Program highlights and participants
The agenda mixes academic panels with public-facing formats. The opening address will be given by Andrea Riccardi, while the closing session features the medievalist Franco Cardini. Poets and novelists such as Antonella Anedda and Donatella Di Pietrantonio will contribute readings and conversations that place Dante in dialogue with contemporary writing. Long‑standing staples of the festival—like the Maratona Dantesca, a continuous reading of Paradise, and the book fair Pagine a corte hosted in the Court of Palazzo Trinci—invite both specialists and the general public to participate.

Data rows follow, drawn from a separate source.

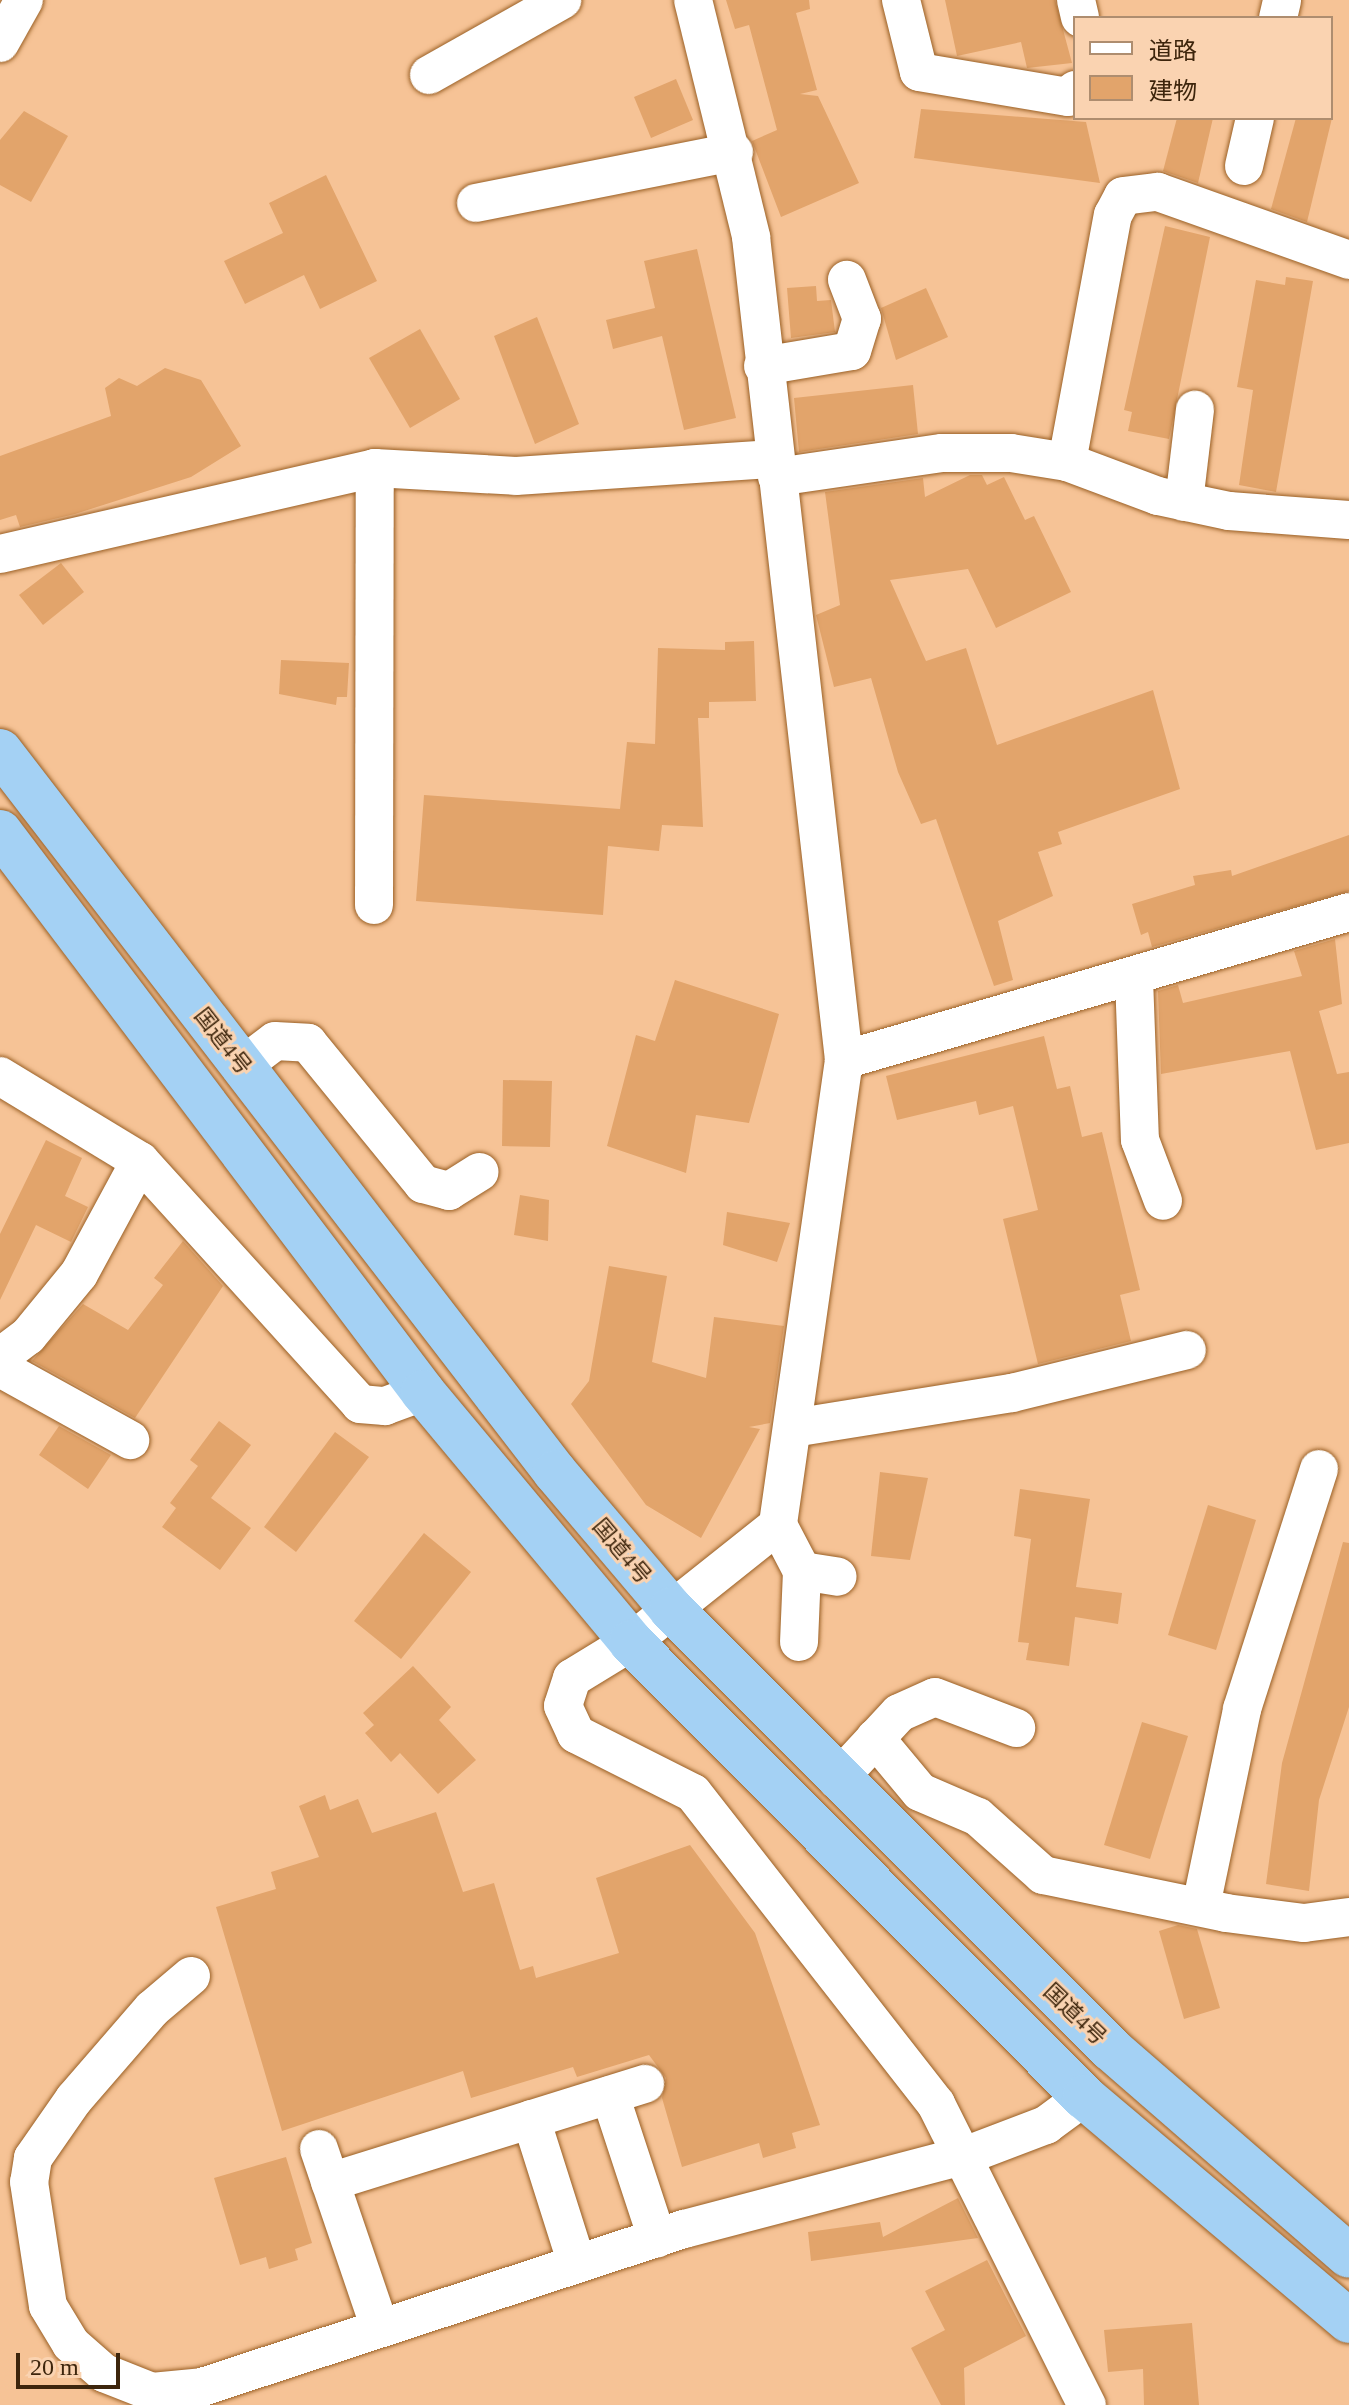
<!DOCTYPE html>
<meta charset="utf-8">
<style>
body{margin:0}
#map{position:relative;width:1349px;height:2405px;overflow:hidden;background:#f6c396;font-family:"Times New Roman","Noto Sans JP",serif}
div>[style]{position:absolute}
[style*='--x']{left:calc(var(--x)*1px);top:calc(var(--y)*1px);width:calc(var(--w)*1px);rotate:calc(var(--a)*1deg)}
.building>*{inset:0;background:#e2a46b}
.roads{filter:drop-shadow(0 0 2px #9a6025) drop-shadow(0 0 2px #9a6025)}
.minor>*{height:38px;margin:-19px;padding:0 19px;transform-origin:19px;border-radius:19px;background:#fff}
.highway>*{height:44px;margin:-22px;padding:0 22px;transform-origin:22px;border-radius:22px;background:#a4d1f4}
span{translate:-50% -50%;white-space:nowrap;text-align:center;line-height:1.15;-webkit-text-stroke:6px #fad3b1;paint-order:stroke}
.street-label{font-size:22px;color:#3d250c}
.legend{position:absolute;left:1073px;top:16px;width:260px;height:104px;box-sizing:border-box;background:#fad3b1;border:2px solid #ae8d6f;margin:0;padding:10px 14px;list-style:none;font-size:24px;color:#3d250c}
.legend li{display:flex;align-items:center;gap:16px;height:40px}
.legend b{width:40px;border:2px solid #ae8d6f}
.scale{position:absolute;left:16px;top:2353px;width:104px;height:36px;box-sizing:border-box;border:4px solid #3d250c;border-top:0;padding-left:10px;font-size:24px;line-height:28px;white-space:nowrap;color:#3d250c;-webkit-text-stroke:6px #fad3b1;paint-order:stroke}
</style>
<div id="map">
<div class="building">
<i style="clip-path:polygon(726px 0,809px 0,810px 9px,796px 13px,817px 90px,800px 94px,818px 96px,859px 183px,781px 217px,752px 141px,777px 130px,749px 25px,735px 29px)"></i>
<i style="clip-path:polygon(945px 0,1055px 0,1072px 63px,1027px 68px,1021px 42px,957px 56px)"></i>
<i style="clip-path:polygon(676px 79px,693px 120px,651px 138px,634px 97px)"></i>
<i style="clip-path:polygon(921px 109px,1086px 122px,1100px 183px,914px 158px)"></i>
<i style="clip-path:polygon(24px 111px,68px 136px,31px 202px,0 185px,0 140px)"></i>
<i style="clip-path:polygon(1177px 118px,1213px 118px,1198px 183px,1163px 171px)"></i>
<i style="clip-path:polygon(1296px 118px,1332px 118px,1307px 222px,1271px 209px)"></i>
<i style="clip-path:polygon(326px 175px,377px 281px,320px 309px,304px 275px,245px 304px,224px 261px,283px 233px,269px 203px)"></i>
<i style="clip-path:polygon(1165px 226px,1210px 237px,1169px 439px,1128px 431px,1132px 412px,1124px 410px)"></i>
<i style="clip-path:polygon(697px 249px,736px 418px,684px 430px,662px 336px,613px 349px,606px 320px,655px 308px,644px 261px)"></i>
<i style="clip-path:polygon(1286px 277px,1313px 281px,1276px 492px,1239px 485px,1253px 390px,1237px 387px,1256px 280px,1285px 285px)"></i>
<i style="clip-path:polygon(816px 286px,817px 301px,831px 300px,835px 332px,791px 338px,787px 288px)"></i>
<i style="clip-path:polygon(926px 288px,948px 337px,896px 360px,881px 308px)"></i>
<i style="clip-path:polygon(537px 317px,579px 424px,535px 444px,494px 336px)"></i>
<i style="clip-path:polygon(420px 329px,460px 399px,410px 428px,369px 358px)"></i>
<i style="clip-path:polygon(165px 368px,201px 380px,241px 446px,191px 477px,75px 514px,20px 527px,16px 515px,0 520px,0 456px,111px 416px,105px 388px,119px 378px,137px 386px)"></i>
<i style="clip-path:polygon(913px 385px,918px 434px,799px 452px,794px 398px)"></i>
<i style="clip-path:polygon(970px 475px,982px 475px,987px 485px,1004px 477px,1025px 520px,1034px 516px,1071px 592px,996px 628px,968px 569px,890px 580px,926px 661px,966px 648px,997px 745px,1153px 690px,1180px 789px,1058px 832px,1062px 844px,1038px 852px,1053px 896px,998px 921px,1013px 980px,994px 986px,936px 819px,921px 824px,898px 772px,871px 678px,834px 687px,816px 615px,840px 605px,825px 492px,923px 478px,925px 497px)"></i>
<i style="clip-path:polygon(61px 563px,84px 592px,43px 625px,19px 595px)"></i>
<i style="clip-path:polygon(754px 641px,756px 701px,709px 702px,709px 718px,698px 718px,703px 827px,662px 825px,659px 851px,608px 846px,603px 915px,416px 901px,424px 795px,620px 809px,627px 742px,655px 744px,658px 648px,725px 650px,725px 642px)"></i>
<i style="clip-path:polygon(281px 660px,349px 663px,347px 697px,337px 697px,336px 705px,279px 694px)"></i>
<i style="clip-path:polygon(1349px 835px,1349px 891px,1152px 947px,1148px 932px,1141px 935px,1132px 904px,1195px 885px,1193px 876px,1231px 870px,1232px 876px)"></i>
<i style="clip-path:polygon(1335px 939px,1342px 1004px,1319px 1011px,1337px 1074px,1349px 1072px,1349px 1143px,1316px 1150px,1290px 1051px,1161px 1074px,1158px 991px,1178px 985px,1183px 1003px,1302px 976px,1294px 951px)"></i>
<i style="clip-path:polygon(675px 980px,779px 1014px,749px 1123px,696px 1115px,686px 1173px,607px 1146px,636px 1035px,655px 1041px)"></i>
<i style="clip-path:polygon(1044px 1036px,1057px 1089px,1070px 1086px,1082px 1137px,1102px 1132px,1140px 1290px,1120px 1295px,1131px 1341px,1038px 1364px,1003px 1219px,1038px 1210px,1013px 1106px,979px 1115px,976px 1101px,897px 1120px,886px 1076px)"></i>
<i style="clip-path:polygon(503px 1080px,552px 1081px,550px 1147px,502px 1146px)"></i>
<i style="clip-path:polygon(46px 1140px,82px 1158px,65px 1196px,88px 1207px,71px 1242px,36px 1225px,0 1300px,0 1234px)"></i>
<i style="clip-path:polygon(520px 1195px,549px 1200px,548px 1241px,514px 1235px)"></i>
<i style="clip-path:polygon(727px 1212px,790px 1223px,777px 1262px,723px 1245px)"></i>
<i style="clip-path:polygon(183px 1241px,223px 1286px,135px 1418px,32px 1361px,83px 1304px,128px 1330px,163px 1285px,154px 1278px)"></i>
<i style="clip-path:polygon(609px 1266px,667px 1276px,652px 1362px,706px 1378px,714px 1317px,784px 1326px,770px 1423px,749px 1427px,760px 1429px,701px 1538px,646px 1505px,571px 1404px,589px 1381px)"></i>
<i style="clip-path:polygon(219px 1421px,251px 1445px,211px 1498px,251px 1528px,220px 1570px,162px 1527px,176px 1508px,170px 1503px,198px 1466px,190px 1460px)"></i>
<i style="clip-path:polygon(59px 1426px,111px 1455px,88px 1489px,39px 1455px)"></i>
<i style="clip-path:polygon(335px 1432px,369px 1457px,296px 1552px,264px 1527px)"></i>
<i style="clip-path:polygon(880px 1472px,928px 1478px,910px 1560px,871px 1556px)"></i>
<i style="clip-path:polygon(1020px 1489px,1090px 1499px,1076px 1587px,1122px 1593px,1118px 1624px,1075px 1617px,1069px 1666px,1026px 1660px,1029px 1643px,1018px 1642px,1031px 1539px,1014px 1536px)"></i>
<i style="clip-path:polygon(1208px 1505px,1256px 1520px,1216px 1650px,1168px 1635px)"></i>
<i style="clip-path:polygon(424px 1533px,471px 1572px,401px 1659px,354px 1621px)"></i>
<i style="clip-path:polygon(1343px 1542px,1349px 1543px,1349px 1707px,1319px 1800px,1309px 1891px,1266px 1884px,1282px 1763px)"></i>
<i style="clip-path:polygon(413px 1666px,451px 1707px,439px 1720px,476px 1760px,438px 1794px,400px 1753px,391px 1762px,365px 1733px,374px 1725px,363px 1713px)"></i>
<i style="clip-path:polygon(1142px 1722px,1188px 1736px,1150px 1859px,1104px 1845px)"></i>
<i style="clip-path:polygon(325px 1795px,330px 1810px,358px 1799px,372px 1833px,436px 1812px,463px 1892px,494px 1883px,520px 1970px,533px 1966px,536px 1978px,619px 1953px,596px 1878px,690px 1845px,755px 1933px,820px 2125px,792px 2133px,796px 2148px,763px 2158px,759px 2143px,682px 2167px,662px 2098px,666px 2078px,649px 2055px,577px 2077px,573px 2067px,471px 2098px,463px 2071px,282px 2131px,216px 1907px,276px 1889px,271px 1872px,319px 1857px,299px 1806px)"></i>
<i style="clip-path:polygon(1178px 1925px,1197px 1929px,1220px 2008px,1184px 2019px,1159px 1931px)"></i>
<i style="clip-path:polygon(286px 2157px,312px 2243px,295px 2249px,298px 2260px,269px 2269px,266px 2257px,240px 2265px,214px 2178px)"></i>
<i style="clip-path:polygon(958px 2198px,978px 2238px,811px 2261px,808px 2232px,880px 2222px,883px 2237px)"></i>
<i style="clip-path:polygon(987px 2260px,1026px 2336px,964px 2368px,965px 2405px,941px 2405px,911px 2348px,945px 2330px,925px 2291px)"></i>
<i style="clip-path:polygon(1192px 2323px,1199px 2405px,1144px 2405px,1143px 2369px,1108px 2372px,1104px 2330px)"></i>
</div>
<div class="roads">
<div class="minor">
<i style="--x:693;--y:0;--w:244;--a:76.2"></i>
<i style="--x:751;--y:237;--w:828;--a:83.55"></i>
<i style="--x:844;--y:1060;--w:470;--a:98.1"></i>
<i style="--x:778;--y:1525;--w:188;--a:141.5"></i>
<i style="--x:631;--y:1642;--w:69;--a:148.6"></i>
<i style="--x:572;--y:1678;--w:29;--a:108"></i>
<i style="--x:563;--y:1706;--w:31;--a:65"></i>
<i style="--x:576;--y:1734;--w:131;--a:26.8"></i>
<i style="--x:693;--y:1793;--w:395;--a:52"></i>
<i style="--x:936;--y:2104;--w:337;--a:63.4"></i>
<i style="--x:901;--y:0;--w:74;--a:76"></i>
<i style="--x:919;--y:72;--w:151;--a:9.5"></i>
<i style="--x:1068;--y:97;--w:10;--a:-45"></i>
<i style="--x:1076;--y:0;--w:18;--a:77"></i>
<i style="--x:1278;--y:18;--w:18;--a:-77"></i>
<i style="--x:0;--y:43;--w:49;--a:-60.8"></i>
<i style="--x:429;--y:75;--w:153;--a:-29.4"></i>
<i style="--x:1244;--y:166;--w:49;--a:-77.1"></i>
<i style="--x:476;--y:203;--w:263;--a:-11.2"></i>
<i style="--x:763;--y:366;--w:90;--a:-9.6"></i>
<i style="--x:852;--y:351;--w:34;--a:-73"></i>
<i style="--x:862;--y:319;--w:42;--a:-111"></i>
<i style="--x:1067;--y:462;--w:251;--a:-79.5"></i>
<i style="--x:1113;--y:215;--w:21;--a:-62"></i>
<i style="--x:1123;--y:196;--w:35;--a:-7"></i>
<i style="--x:1158;--y:192;--w:203;--a:19.6"></i>
<i style="--x:777;--y:477;--w:167;--a:-8.3"></i>
<i style="--x:942;--y:453;--w:69;--a:0"></i>
<i style="--x:1011;--y:453;--w:57;--a:9.1"></i>
<i style="--x:1067;--y:462;--w:97;--a:20.5"></i>
<i style="--x:1158;--y:496;--w:73;--a:11.9"></i>
<i style="--x:1229;--y:511;--w:120;--a:4.3"></i>
<i style="--x:1184;--y:502;--w:93;--a:-83.2"></i>
<i style="--x:0;--y:554;--w:385;--a:-12.9"></i>
<i style="--x:375;--y:468;--w:141;--a:3.2"></i>
<i style="--x:516;--y:476;--w:258;--a:-3.8"></i>
<i style="--x:374;--y:905;--w:437;--a:-89.9"></i>
<i style="--x:1134;--y:978;--w:162;--a:87.9"></i>
<i style="--x:1140;--y:1140;--w:65;--a:69.3"></i>
<i style="--x:844;--y:1060;--w:526;--a:-16.33"></i>
<i style="--x:242;--y:1066;--w:41;--a:-37.1"></i>
<i style="--x:275;--y:1041;--w:33;--a:3"></i>
<i style="--x:308;--y:1043;--w:182;--a:50.8"></i>
<i style="--x:423;--y:1184;--w:27;--a:15"></i>
<i style="--x:449;--y:1191;--w:36;--a:-32"></i>
<i style="--x:0;--y:1076;--w:164;--a:31.3"></i>
<i style="--x:0;--y:1357;--w:35;--a:-37"></i>
<i style="--x:28;--y:1336;--w:80;--a:-50.6"></i>
<i style="--x:79;--y:1274;--w:128;--a:-61.6"></i>
<i style="--x:140;--y:1161;--w:328;--a:47.8"></i>
<i style="--x:360;--y:1404;--w:25;--a:5"></i>
<i style="--x:385;--y:1406;--w:40;--a:-20.2"></i>
<i style="--x:0;--y:1368;--w:149;--a:29"></i>
<i style="--x:793;--y:1428;--w:222;--a:-9.1"></i>
<i style="--x:1012;--y:1393;--w:180;--a:-13.8"></i>
<i style="--x:778;--y:1525;--w:52;--a:62.4"></i>
<i style="--x:802;--y:1571;--w:71;--a:92.4"></i>
<i style="--x:802;--y:1571;--w:36;--a:9"></i>
<i style="--x:875;--y:1738;--w:70;--a:50.2"></i>
<i style="--x:920;--y:1792;--w:63;--a:23.3"></i>
<i style="--x:978;--y:1817;--w:87;--a:41.7"></i>
<i style="--x:1043;--y:1875;--w:187;--a:11.7"></i>
<i style="--x:1226;--y:1913;--w:79;--a:7.3"></i>
<i style="--x:1304;--y:1923;--w:45;--a:-7.6"></i>
<i style="--x:837;--y:1780;--w:91;--a:-47.2"></i>
<i style="--x:899;--y:1713;--w:39;--a:-24"></i>
<i style="--x:935;--y:1697;--w:87;--a:20.9"></i>
<i style="--x:1201;--y:1906;--w:201;--a:-78.2"></i>
<i style="--x:1242;--y:1709;--w:252;--a:-72.2"></i>
<i style="--x:191;--y:1976;--w:51;--a:139.8"></i>
<i style="--x:152;--y:2009;--w:119;--a:130.9"></i>
<i style="--x:74;--y:2099;--w:72;--a:124.8"></i>
<i style="--x:33;--y:2158;--w:24;--a:99"></i>
<i style="--x:29;--y:2182;--w:125;--a:81.3"></i>
<i style="--x:48;--y:2306;--w:44;--a:58.8"></i>
<i style="--x:71;--y:2344;--w:44;--a:41.3"></i>
<i style="--x:104;--y:2373;--w:52;--a:21.6"></i>
<i style="--x:152;--y:2392;--w:50;--a:-5.7"></i>
<i style="--x:202;--y:2387;--w:507;--a:-18.15"></i>
<i style="--x:684;--y:2229;--w:293;--a:-14.7"></i>
<i style="--x:967;--y:2155;--w:85;--a:-20.8"></i>
<i style="--x:1046;--y:2125;--w:47;--a:-36.4"></i>
<i style="--x:610;--y:2095;--w:151;--a:71.8"></i>
<i style="--x:531;--y:2119;--w:152;--a:72.4"></i>
<i style="--x:319;--y:2149;--w:189;--a:71.2"></i>
<i style="--x:330;--y:2182;--w:330;--a:-17.3"></i>
</div>
<div class="highway">
<i style="--x:0;--y:751;--w:910;--a:52.41"></i>
<i style="--x:555;--y:1472;--w:180;--a:49.7"></i>
<i style="--x:671;--y:1609;--w:622;--a:45"></i>
<i style="--x:1111;--y:2049;--w:315;--a:41"></i>
<i style="--x:0;--y:832;--w:702;--a:52.93"></i>
<i style="--x:423;--y:1392;--w:325;--a:50.2"></i>
<i style="--x:631;--y:1642;--w:642;--a:45.13"></i>
<i style="--x:1084;--y:2097;--w:347;--a:40.2"></i>
</div>
</div>
<div class="street-label">
<span style="left:223px;top:1041px;rotate:52deg">国道4号</span>
<span style="left:622px;top:1551px;rotate:50deg">国道4号</span>
<span style="left:1075px;top:2014px;rotate:44deg">国道4号</span>
</div>
<ul class="legend">
<li><b style="height:10px;background:#fff"></b>道路</li>
<li><b style="height:22px;background:#e2a46b"></b>建物</li>
</ul>
<div class="scale">20 m</div>
</div>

Events for readers and collectors
The editorial fair Pagine a corte transforms the palazzo’s courtyard into a meeting point for publishers, scholars and readers; workshops on early printing techniques and demonstrations of typographic tools complement panel discussions. These sessions highlight the materiality of books and the continuing importance of historical processes in shaping modern readership and cultural transmission.
Education, research and immersive activities
Youth engagement is central to the festival’s mission. The Commediando initiative brings secondary school students into direct contact with Dante’s text, asking them to reinterpret the XI Canto of Paradise through music, theater, visual arts and digital media. The aim is to transform passive reception into creative production: students stage public presentations that become an integral facet of the festival’s public program, demonstrating how classical works can catalyze fresh expression.
Workshops and medieval soundscapes
Hands‑on activities include labs that reconstruct aspects of medieval daily life—food, fashion and musical practice—while specialists in historical vocal techniques present the laudi francescane and other liturgical repertoires. These sessions use sound and practice to bring audiences closer to the cultural environment that shaped Dante’s imagination and the Franciscan milieu.
Outdoor and experimental offerings
An innovative element is the Dog Trekking set for 12 April, an itinerary between Trevi and the Fascia Olivata Assisi‑Spoleto that combines slow hiking, environmental education and contemplative moments inspired by Franciscan spirituality. This route exemplifies the festival’s interest in embodied, place‑based experiences that connect textual reflection with landscape and community.
Altogether, the Giornate Dantesche 2026 in Foligno propose a multifaceted encounter with Dante: scholarly depth, public performances, educational projects and outdoor activities form a program that honors a historic printing milestone while asking how medieval voices continue to speak into the present.